Normal reproductions of Bewick's work give little idea of the fine-ness of execution of the originals, except to show Bewick's exceptional self-taught sense of design and structure, and his grasp of the animals and birds he studied at first hand. (Those he was unlucky enough to have to copy from other publications suffer badly from other artists' poor grasp of animal structure.)
The big cat engravings on my web pages were taken from my own early copy of A History of Quadrupeds (3rd edition), printed in Newcastle upon Tyne in 1792. The quality of detail in the originals may be vaguely guessed from the fact that these reproductions are some 50% bigger in each direction; but at least ten times the magnification would be required to show all the detail on a conventional computer screen! Interestingly, Bewick's work is an unusual example of pictorial work which can be magnified to almost any size without losing its scale and scope of detail – whole walls have been covered with giant copies of his work, to great effect.
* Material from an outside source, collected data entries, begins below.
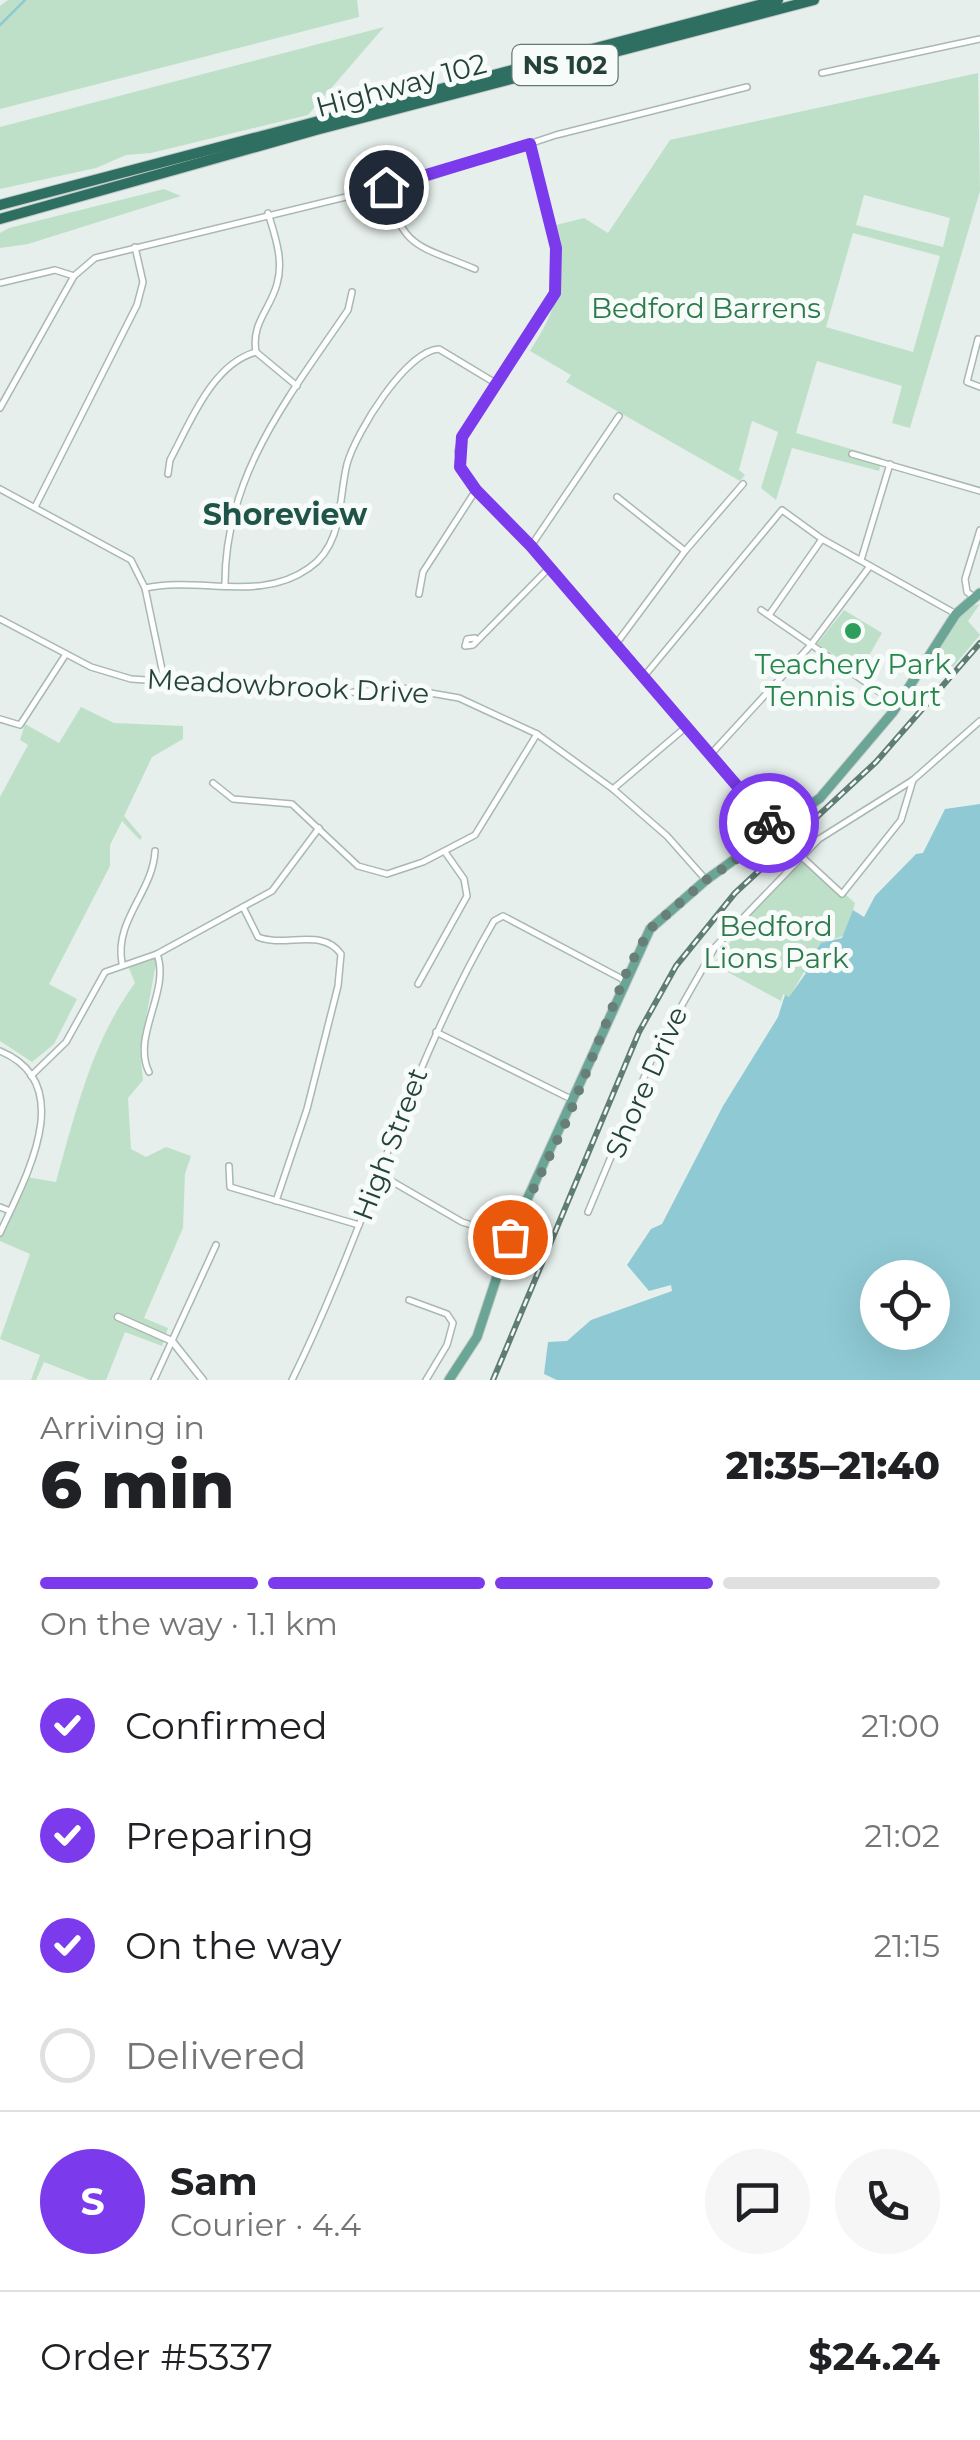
<!DOCTYPE html>
<html lang="en">
<head>
<meta charset="utf-8">
<style>
	body { margin:0; font-family:Montserrat,sans-serif; background:#f6f6f6; color:#202124; height:100vh; display:flex; flex-direction:column; font-size:38px; white-space:nowrap }
	* { box-sizing:border-box; margin:0 }
	p { font-size:32px; color:#757577 }
	.icon { flex:none; width:55px; height:55px; fill:none; stroke:currentColor; stroke-width:2; stroke-linecap:round; stroke-linejoin:round }
	.map { position:relative; height:1380px; overflow:hidden }
	.side { display:flex; flex-direction:column; background:#fff; flex:1 }
	.side>* { flex:none }
	.tools { position:absolute; left:860px; top:1260px; display:grid; gap:20px }
	.tools a { display:grid; place-items:center; width:90px; height:90px; border-radius:50%; background:#fff; box-shadow:0 10px 40px #0002; font-size:50px }
	.pin { position:absolute; display:grid; place-items:center; width:85px; height:85px; color:#fff; margin:-42px; border:5px solid #fff; border-radius:50%; box-shadow:0 2px 10px #0007 }
	.courier { position:absolute; display:grid; place-items:center; width:100px; height:100px; margin:-50px; border:8px solid #7c3aed; border-radius:50%; background:#fff; color:#222; box-shadow:0 2px 12px #0007 }
	.headline em { font-style:normal; font-weight:800 }
	.headline div { display:flex; flex-direction:column-reverse }
	.headline { display:flex; align-items:center; justify-content:space-between; height:170px; padding:0 40px }
	h1 { font-size:65px; font-weight:800; line-height:75px }
	.bar { display:grid; grid-template-columns:repeat(4,1fr); gap:15px 10px; align-content:center; height:120px; padding:0 40px }
	.bar i { height:12px; border-radius:8px; background:#e0e0e0 }
	.bar .selected { background:#7c3aed }
	.bar p { grid-column:span 4 }
	.line { display:flex; align-items:center; gap:25px; padding:0 40px; border-top:2px solid #e0e0e0 }
	.line div { flex:1 }
	.round { display:grid; place-items:center; flex:none; width:105px; height:105px; border-radius:52px; background:#f6f6f6 }
	ol { padding:0 40px; list-style:none }
	li { display:flex; align-items:center; gap:30px; height:110px }
	li p { margin-inline-start:auto }
	li .icon { padding:10px; border-radius:50%; background:#7c3aed; color:#fff; stroke-width:4 }
	li:last-child { color:#757577 }
	li i { width:55px; height:55px; border:5px solid #e0e0e0; border-radius:50% }
	.map>svg:first-child { display:block }
</style>
</head>
<body>
<div class="map">
<svg width="980" height="1380" viewBox="0 0 980 1380">
	<rect width="100%" height="100%" fill="#e6efeb"/>
	<g fill="#bfe0c8" fill-rule="evenodd">
		<path d="M8,0H357L359,17L0,109V6Z"/>
		<path d="M384,27L308,115L151,153L126,155L96,168L0,189V127Z"/>
		<path d="M978,73L980,191L910,428L892,423L902,386L817,361L796,433L882,458L879,471L792,448L776,500L761,488L778,432L752,421L739,470L745,475L740,481L566,382L571,375L530,351C557,310 568,276 556,225L584,218L608,233L670,140ZM864,195L950,218L943,247L856,225ZM853,233L940,256L913,352L826,327Z"/>
		<path d="M164,189L181,196L28,244L0,248V233L9,228Z"/>
		<path d="M980,604L968,621L980,635L953,667L942,661L944,652L937,644L965,608Z"/>
		<path d="M844,610L882,633L860,671L817,644Z"/>
		<path d="M81,707L114,723L183,726V739L152,757L124,816L142,837L140,840L122,821L110,845V866L49,984L77,999L54,1044L32,1062L0,1041V797L28,745L20,740L25,724L59,743Z"/>
		<path d="M806,859L855,903L846,935L820,944L789,998L783,994L781,1001L713,964L758,906Z"/>
		<path d="M157,958L140,1051L143,1080L128,1098L131,1149L146,1157L166,1147L191,1156L185,1174L183,1228L144,1318L168,1328L162,1346L125,1332L106,1380H90L44,1362L36,1380H31L40,1355L0,1339L30,1254L0,1241V1237L26,1177L56,1182C75,1114 92,1041 135,983L128,966Z"/>
	</g>
	<path fill="#8ec9d4" fill-rule="evenodd" d="M980,804V1380H557L544,1374L548,1342L567,1341L591,1320L672,1291L671,1285L649,1291L627,1265L651,1229L662,1224L723,1106L778,1017L785,995L789,997L806,973L802,970L821,943L842,938L853,910L864,917L875,896L916,854L923,853L945,809ZM878,1278H932V1332H878Z"/>
	<g fill="none" stroke-linecap="round" stroke-linejoin="round">
		<path stroke="#8ec9d4" stroke-width="2.5" d="M0,25L25,0"/>
		<g stroke="#a8b8b2" stroke-width="8">
			<g id="minor">
				<path d="M822,73L980,39"/>
				<path d="M530,144L557,247L555,293L462,437L458,451L461,467L476,490L531,546L775,830"/>
				<path d="M385,187C404,250 418,245 475,269"/>
				<path d="M268,213C275,236 284,260 277,284C270,310 251,323 256,352L297,386"/>
				<path d="M0,283L55,270L74,276"/>
				<path d="M978,339L967,382L980,387"/>
				<path d="M0,408L74,276L95,258L432,176L556,135L747,87"/>
				<path d="M852,454L980,491"/>
				<path d="M168,474L170,460C190,423 212,364 256,352"/>
				<path d="M0,489L131,560L145,588L164,679"/>
				<path d="M617,497L685,551"/>
				<path d="M35,507L137,305L143,282L135,247"/>
				<path d="M531,546L619,416"/>
				<path d="M861,560L890,464"/>
				<path d="M225,586C224,475 289,397 348,310L352,292"/>
				<path d="M145,588C200,576 260,603 309,568C344,544 338,500 347,464C356,432 406,351 439,349L497,384"/>
				<path d="M419,594L423,572L476,490"/>
				<path d="M974,597L967,592L965,579L980,530"/>
				<path d="M761,610L897,704"/>
				<path d="M769,615L822,539"/>
				<path d="M0,619L91,667L131,679L343,693L402,688L459,698L537,734L613,789L667,836L706,880"/>
				<path d="M475,638L467,639L465,646L473,645L548,569"/>
				<path d="M616,644L685,551L743,484"/>
				<path d="M646,674L782,510L822,539L956,614"/>
				<path d="M0,719L20,725L66,654"/>
				<path d="M711,754L810,646L870,566"/>
				<path d="M213,783L233,799L292,804L358,866L387,874L423,862L475,835L537,734"/>
				<path d="M613,789L686,727"/>
				<path d="M802,857L842,894L901,820L913,780"/>
				<path d="M243,907L258,937C285,948 322,927 341,954L338,986L307,1109L276,1201"/>
				<path d="M122,963C114,920 153,892 155,851"/>
				<path d="M418,984L467,896L464,879L445,852"/>
				<path d="M436,1032L573,1100"/>
				<path d="M0,1051C80,1084 24,1180 0,1233"/>
				<path d="M149,1072C131,1036 171,991 157,954"/>
				<path d="M31,1076L66,1042L105,972L157,954L272,891L319,828"/>
				<path d="M229,1166L230,1187L359,1225"/>
				<path d="M381,1175L462,1222L510,1237"/>
				<path d="M0,1207L10,1211"/>
				<path d="M588,1212L653,1056L715,947L819,839L913,780L980,721"/>
				<path d="M409,1300L447,1314L453,1323L447,1345L426,1380"/>
				<path d="M154,1380L216,1245"/>
				<path d="M292,1380C367,1228 408,1068 494,921L503,916L624,980"/>
			</g>
		</g>
		<g stroke="#a8b8b2" stroke-width="9">
			<path id="tertiary" d="M118,1317L172,1341L203,1380"/>
		</g>
		<g stroke="#c2cac8" stroke-width="11">
			<path id="primary" d="M449,1380L477,1337L510,1237L650,929L706,880L820,798L893,712L956,614L980,593"/>
		</g>
		<g stroke="#c2cac8" stroke-width="12">
			<g id="motorway">
				<path d="M0,205L778,0"/>
				<path d="M0,219L316,130L814,0"/>
			</g>
		</g>
		<use href="#minor" stroke="#fff" stroke-width="5"/>
		<use href="#tertiary" stroke="#fff" stroke-width="6"/>
		<use href="#primary" stroke="#6aa596" stroke-width="9"/>
		<use href="#motorway" stroke="#2f6f62" stroke-width="10"/>
		<g stroke="#5f7d75" stroke-width="6">
			<path id="rail" d="M493,1380L639,1032L676,966L735,893L876,762L980,643"/>
		</g>
		<use href="#rail" stroke="#f7fbf9" stroke-width="2.5" stroke-dasharray="8" stroke-linecap="butt"/>
	</g>
	<g fill="none" stroke-linecap="round" stroke-linejoin="round">
		<path stroke="#687f78" stroke-width="10" stroke-dasharray="0 18" d="M510,1237L567,1120L628,969L650,929L706,880L777,832L769,823"/>
		<path stroke="#7c3aed" stroke-width="12" d="M386,187L530,144L556,248L555,293L462,437L460,467L476,490L531,546L769,823"/>
	</g>
	<circle fill="#2e9e5b" stroke="#f7fbf9" stroke-width="4" cx="853" cy="631" r="10"/>
	<g text-anchor="middle" dominant-baseline="central" stroke-width="10" stroke-linejoin="round" paint-order="stroke">
		<rect fill="#f7fbf9" stroke="#637a73" stroke-width="2.5" x="512.5" y="45" width="105" height="40" rx="8"/>
		<g font-size="25" font-weight="bold" fill="#24423a">
			<text x="565" y="65">NS 102</text>
		</g>
		<g font-size="28" fill="#24423a" stroke="#f7fbf9">
			<text transform="translate(401 85) rotate(-15)">Highway 102</text>
			<text transform="translate(288 686) rotate(3)">Meadowbrook Drive</text>
			<text transform="translate(646 1082) rotate(-66)">Shore Drive</text>
			<text transform="translate(390 1144) rotate(-69)">High Street</text>
		</g>
		<g font-size="28" fill="#2d7a4b" stroke="#f7fbf9">
			<text x="706" y="308">Bedford Barrens</text>
			<text x="776" y="926">Bedford<tspan x="776" dy="32">Lions Park</tspan></text>
		</g>
		<g font-size="28" fill="#27864d" stroke="#f7fbf9">
			<text x="853" y="664">Teachery Park<tspan x="853" dy="32">Tennis Court</tspan></text>
		</g>
		<g font-size="30" font-weight="bold" fill="#1f5548" stroke="#f7fbf9">
			<text x="285" y="514">Shoreview</text>
		</g>
	</g>
</svg>
<div class="tools">
<a><svg class="icon" aria-label="locate" viewBox="0 0 24 24"><circle cx="12" cy="12" r="6"/><path d="M12 2v4M12 18v4M2 12h4M18 12h4"/></svg></a>
</div>
<div class="pin" style="left:510px;top:1237px;background:#ea580c"><svg class="icon" aria-label="bag" viewBox="0 0 24 24"><path d="M5 8h14l-1 12H6zM9 8a3 3 0 0 1 6 0"/></svg></div>
<div class="pin" style="left:386px;top:187px;background:#1f2937"><svg class="icon" aria-label="home" viewBox="0 0 24 24"><path d="M3 11l9-7 9 7M6 9v11h12V9"/></svg></div>
<div class="courier" style="left:769px;top:823px"><svg class="icon" aria-label="bike" viewBox="0 0 24 24"><circle cx="6" cy="16" r="4"/><circle cx="18" cy="16" r="4"/><path d="M6 16l4-8h5l3 8M10 8l3 8H6M13 5h3"/></svg></div>
</div>
<section class="side">
<div class="headline"><div><h1>6 min</h1><p>Arriving in</p></div><em>21:35–21:40</em></div>
<div class="bar"><i class="selected"></i><i class="selected"></i><i class="selected"></i><i></i><p>On the way · 1.1 km</p></div>
<ol>
<li><svg class="icon" aria-label="check" viewBox="0 0 24 24"><path d="M5 12l5 5 9-10"/></svg>Confirmed<p>21:00</p></li>
<li><svg class="icon" aria-label="check" viewBox="0 0 24 24"><path d="M5 12l5 5 9-10"/></svg>Preparing<p>21:02</p></li>
<li><svg class="icon" aria-label="check" viewBox="0 0 24 24"><path d="M5 12l5 5 9-10"/></svg>On the way<p>21:15</p></li>
<li><i></i>Delivered</li>
</ol>
<div class="line" style="height:180px"><b class="round" style="background:#7c3aed;color:#fff">S</b><div><b>Sam</b><p>Courier · 4.4</p></div><a class="round"><svg class="icon" aria-label="chat" viewBox="0 0 24 24"><path d="M4 5h16v11H9l-5 4z"/></svg></a><a class="round"><svg class="icon" aria-label="phone" viewBox="0 0 24 24"><path d="M5 4h4l2 5-3 2q2 4 5 5l2-3 5 2v4C11 20 4 13 5 4z"/></svg></a></div>
<div class="line" style="height:130px"><div>Order #5337</div><b>$24.24</b></div>
</section>
</body>
</html>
For pretty fine reproductions of a large proportion of Bewick's output see 1800 woodcuts by Thomas Bewick and his school [ed. Blanch Cirker; Dover Publications, 1962], which prints the pictures classified by subject matter, and also gives a brief biography. Here the printing is very black and clear, but loses some of the very finest detail visible in my much more lightly printed 1792 volume – one of Bewick's tricks was to lower the surface of parts of his blocks so as to introduce an impression of distance, and this subtle effect does not come over so well in reproduction.
Despite the great expense of these books at the time (my copy was "nine shillings in boards"), they were extremely popular, and it is very easy to see why – the sheer quality of design and execution is almost miraculous, and set the scene for book illustration throughout the 19th century, until the rise of photo-engraving of artists' work.